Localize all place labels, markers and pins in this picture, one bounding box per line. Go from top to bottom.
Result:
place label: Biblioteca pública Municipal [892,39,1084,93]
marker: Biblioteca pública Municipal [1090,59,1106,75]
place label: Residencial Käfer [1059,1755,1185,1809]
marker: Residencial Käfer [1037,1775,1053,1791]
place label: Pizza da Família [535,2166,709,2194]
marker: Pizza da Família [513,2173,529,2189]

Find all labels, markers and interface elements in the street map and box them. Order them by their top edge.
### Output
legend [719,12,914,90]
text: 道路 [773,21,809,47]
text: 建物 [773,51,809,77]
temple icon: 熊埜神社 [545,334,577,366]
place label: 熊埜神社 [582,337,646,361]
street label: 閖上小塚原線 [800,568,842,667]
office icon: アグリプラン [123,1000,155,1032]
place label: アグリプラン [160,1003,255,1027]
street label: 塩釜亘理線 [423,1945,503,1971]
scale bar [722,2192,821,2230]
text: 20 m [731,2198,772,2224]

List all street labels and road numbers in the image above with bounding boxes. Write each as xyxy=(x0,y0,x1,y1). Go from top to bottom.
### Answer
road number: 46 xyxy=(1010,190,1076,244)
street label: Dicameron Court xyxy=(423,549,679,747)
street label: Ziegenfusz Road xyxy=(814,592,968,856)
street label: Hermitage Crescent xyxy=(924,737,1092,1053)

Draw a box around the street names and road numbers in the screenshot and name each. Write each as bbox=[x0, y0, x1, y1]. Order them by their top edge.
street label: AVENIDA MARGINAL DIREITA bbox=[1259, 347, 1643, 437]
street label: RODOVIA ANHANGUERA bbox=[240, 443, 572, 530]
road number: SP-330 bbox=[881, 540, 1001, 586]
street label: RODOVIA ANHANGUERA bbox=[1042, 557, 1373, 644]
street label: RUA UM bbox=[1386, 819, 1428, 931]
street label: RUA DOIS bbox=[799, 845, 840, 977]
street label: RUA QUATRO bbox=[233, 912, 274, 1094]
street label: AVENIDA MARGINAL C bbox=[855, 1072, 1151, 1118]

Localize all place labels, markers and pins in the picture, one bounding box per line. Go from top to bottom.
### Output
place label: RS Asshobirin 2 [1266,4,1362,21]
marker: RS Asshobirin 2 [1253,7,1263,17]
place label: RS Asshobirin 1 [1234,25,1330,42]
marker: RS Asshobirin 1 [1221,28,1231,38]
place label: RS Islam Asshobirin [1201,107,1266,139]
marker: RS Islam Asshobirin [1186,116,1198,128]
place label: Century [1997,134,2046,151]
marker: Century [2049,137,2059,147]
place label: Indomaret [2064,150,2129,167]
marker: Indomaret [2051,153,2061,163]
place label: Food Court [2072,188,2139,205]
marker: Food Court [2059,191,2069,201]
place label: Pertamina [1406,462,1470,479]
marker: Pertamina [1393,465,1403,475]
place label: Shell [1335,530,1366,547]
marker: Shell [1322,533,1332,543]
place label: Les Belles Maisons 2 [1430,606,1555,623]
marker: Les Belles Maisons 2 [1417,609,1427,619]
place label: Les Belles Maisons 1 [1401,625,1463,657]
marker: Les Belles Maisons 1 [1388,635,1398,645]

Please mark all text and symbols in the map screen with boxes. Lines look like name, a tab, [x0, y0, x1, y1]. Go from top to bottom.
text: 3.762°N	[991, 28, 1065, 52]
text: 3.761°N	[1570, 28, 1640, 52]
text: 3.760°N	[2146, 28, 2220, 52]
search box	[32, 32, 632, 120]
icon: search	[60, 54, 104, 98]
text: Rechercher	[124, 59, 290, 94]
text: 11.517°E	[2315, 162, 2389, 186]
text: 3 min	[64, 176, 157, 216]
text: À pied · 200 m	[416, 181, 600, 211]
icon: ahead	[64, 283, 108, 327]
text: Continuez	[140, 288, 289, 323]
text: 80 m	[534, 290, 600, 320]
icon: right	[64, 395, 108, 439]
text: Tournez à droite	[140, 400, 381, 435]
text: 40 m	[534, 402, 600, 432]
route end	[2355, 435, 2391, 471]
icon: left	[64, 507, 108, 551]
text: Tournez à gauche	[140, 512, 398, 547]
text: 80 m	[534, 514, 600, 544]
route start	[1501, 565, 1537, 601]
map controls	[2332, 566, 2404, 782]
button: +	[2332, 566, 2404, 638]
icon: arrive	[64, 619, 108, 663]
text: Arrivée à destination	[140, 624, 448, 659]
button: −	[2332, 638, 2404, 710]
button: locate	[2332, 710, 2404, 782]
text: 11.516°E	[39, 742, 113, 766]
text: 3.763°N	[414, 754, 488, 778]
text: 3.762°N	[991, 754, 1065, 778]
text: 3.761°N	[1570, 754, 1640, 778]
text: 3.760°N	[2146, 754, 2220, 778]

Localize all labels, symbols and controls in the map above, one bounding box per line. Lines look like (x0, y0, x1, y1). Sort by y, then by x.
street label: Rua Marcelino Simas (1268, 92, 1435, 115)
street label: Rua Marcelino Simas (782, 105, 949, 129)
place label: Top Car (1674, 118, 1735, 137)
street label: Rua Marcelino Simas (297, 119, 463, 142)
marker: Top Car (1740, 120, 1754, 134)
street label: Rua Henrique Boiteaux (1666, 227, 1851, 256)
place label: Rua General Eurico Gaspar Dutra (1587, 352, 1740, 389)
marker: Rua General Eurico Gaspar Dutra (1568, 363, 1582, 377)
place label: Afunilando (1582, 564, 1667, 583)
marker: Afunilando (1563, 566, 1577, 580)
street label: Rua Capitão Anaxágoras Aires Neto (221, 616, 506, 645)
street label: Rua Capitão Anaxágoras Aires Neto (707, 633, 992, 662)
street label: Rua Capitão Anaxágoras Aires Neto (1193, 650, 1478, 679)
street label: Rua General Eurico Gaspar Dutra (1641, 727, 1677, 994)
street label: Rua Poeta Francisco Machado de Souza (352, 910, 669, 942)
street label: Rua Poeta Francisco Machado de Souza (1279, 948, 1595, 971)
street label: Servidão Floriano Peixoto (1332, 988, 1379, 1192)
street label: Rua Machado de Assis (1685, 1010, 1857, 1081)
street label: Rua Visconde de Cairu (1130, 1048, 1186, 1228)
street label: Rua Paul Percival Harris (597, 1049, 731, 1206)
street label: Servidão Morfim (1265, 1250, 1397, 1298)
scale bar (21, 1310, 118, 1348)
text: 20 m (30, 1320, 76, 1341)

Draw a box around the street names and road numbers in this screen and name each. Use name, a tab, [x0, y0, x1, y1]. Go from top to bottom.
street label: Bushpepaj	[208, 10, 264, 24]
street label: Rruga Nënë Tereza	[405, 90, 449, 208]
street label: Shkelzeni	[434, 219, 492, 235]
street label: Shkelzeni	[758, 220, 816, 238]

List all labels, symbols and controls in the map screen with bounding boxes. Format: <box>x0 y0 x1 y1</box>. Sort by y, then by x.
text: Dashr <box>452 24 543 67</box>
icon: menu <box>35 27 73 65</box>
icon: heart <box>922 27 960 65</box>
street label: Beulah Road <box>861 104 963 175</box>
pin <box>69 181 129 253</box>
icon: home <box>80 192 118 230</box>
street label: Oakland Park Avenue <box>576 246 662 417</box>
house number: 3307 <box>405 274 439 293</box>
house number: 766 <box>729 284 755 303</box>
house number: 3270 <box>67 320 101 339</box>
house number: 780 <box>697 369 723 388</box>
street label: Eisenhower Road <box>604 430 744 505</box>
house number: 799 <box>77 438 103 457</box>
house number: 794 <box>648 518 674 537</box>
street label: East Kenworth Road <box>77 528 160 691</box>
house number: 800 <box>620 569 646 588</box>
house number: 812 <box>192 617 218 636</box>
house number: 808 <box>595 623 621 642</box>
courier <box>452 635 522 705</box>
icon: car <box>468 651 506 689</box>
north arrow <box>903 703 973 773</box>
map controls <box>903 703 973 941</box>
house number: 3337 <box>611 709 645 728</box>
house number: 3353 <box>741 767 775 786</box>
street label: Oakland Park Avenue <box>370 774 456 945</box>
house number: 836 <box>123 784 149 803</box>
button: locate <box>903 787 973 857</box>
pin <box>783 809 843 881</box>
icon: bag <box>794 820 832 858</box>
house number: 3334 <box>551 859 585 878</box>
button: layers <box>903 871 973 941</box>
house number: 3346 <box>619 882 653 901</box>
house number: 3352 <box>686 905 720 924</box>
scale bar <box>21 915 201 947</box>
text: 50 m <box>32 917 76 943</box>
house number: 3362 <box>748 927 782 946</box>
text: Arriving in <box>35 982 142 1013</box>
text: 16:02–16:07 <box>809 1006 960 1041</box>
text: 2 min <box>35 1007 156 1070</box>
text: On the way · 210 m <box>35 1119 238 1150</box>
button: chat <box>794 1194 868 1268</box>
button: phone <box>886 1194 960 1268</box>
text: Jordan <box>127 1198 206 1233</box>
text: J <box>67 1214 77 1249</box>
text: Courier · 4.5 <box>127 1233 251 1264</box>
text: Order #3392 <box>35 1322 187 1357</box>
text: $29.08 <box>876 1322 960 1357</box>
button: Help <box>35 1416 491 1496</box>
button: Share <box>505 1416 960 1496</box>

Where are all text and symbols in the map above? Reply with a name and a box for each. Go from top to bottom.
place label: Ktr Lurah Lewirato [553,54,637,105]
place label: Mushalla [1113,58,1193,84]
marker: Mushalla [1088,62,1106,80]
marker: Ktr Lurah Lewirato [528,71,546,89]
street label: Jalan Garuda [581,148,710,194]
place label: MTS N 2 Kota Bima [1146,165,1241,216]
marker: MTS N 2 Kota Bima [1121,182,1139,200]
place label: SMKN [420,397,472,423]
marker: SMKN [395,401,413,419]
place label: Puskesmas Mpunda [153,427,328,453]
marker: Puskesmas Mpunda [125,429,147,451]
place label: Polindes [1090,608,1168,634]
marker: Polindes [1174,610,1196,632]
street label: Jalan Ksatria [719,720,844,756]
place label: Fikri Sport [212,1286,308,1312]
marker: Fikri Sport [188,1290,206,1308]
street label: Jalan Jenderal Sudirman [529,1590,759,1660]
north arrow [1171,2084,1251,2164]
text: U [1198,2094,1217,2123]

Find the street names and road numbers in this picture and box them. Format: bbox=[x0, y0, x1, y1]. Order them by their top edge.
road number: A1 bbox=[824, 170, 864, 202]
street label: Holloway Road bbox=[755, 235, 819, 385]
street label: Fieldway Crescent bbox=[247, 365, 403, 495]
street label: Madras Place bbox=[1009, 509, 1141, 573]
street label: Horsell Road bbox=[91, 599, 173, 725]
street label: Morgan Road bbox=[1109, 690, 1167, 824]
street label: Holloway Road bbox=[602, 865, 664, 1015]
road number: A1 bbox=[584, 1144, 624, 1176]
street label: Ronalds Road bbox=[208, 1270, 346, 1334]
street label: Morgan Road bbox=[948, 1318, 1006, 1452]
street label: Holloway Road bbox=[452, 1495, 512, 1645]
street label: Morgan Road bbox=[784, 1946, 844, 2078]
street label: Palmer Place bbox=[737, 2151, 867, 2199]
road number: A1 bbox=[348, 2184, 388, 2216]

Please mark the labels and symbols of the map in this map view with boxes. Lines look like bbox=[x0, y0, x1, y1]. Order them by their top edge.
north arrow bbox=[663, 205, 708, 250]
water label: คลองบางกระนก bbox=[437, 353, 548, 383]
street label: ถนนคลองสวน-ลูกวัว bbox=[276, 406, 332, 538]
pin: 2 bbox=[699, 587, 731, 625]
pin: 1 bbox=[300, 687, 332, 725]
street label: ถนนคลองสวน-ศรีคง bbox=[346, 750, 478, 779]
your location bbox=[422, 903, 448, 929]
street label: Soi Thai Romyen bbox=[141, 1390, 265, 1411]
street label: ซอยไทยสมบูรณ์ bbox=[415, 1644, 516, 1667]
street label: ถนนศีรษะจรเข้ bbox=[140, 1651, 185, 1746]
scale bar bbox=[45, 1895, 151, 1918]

☆ ☆ ☆ ☆

## WHAT IS REQUIRED:
When you find a line in the records that contains the word "markers", copy it.

## TASK ANSWER:
Localize all place labels, markers and pins in this picture, one bounding box per line. Go from top to bottom.
Find all labels, markers and interface elements in the street map and box them. Order them by their top edge.
Localize all place labels, markers and pins in the picture, one bounding box per line. Go from top to bottom.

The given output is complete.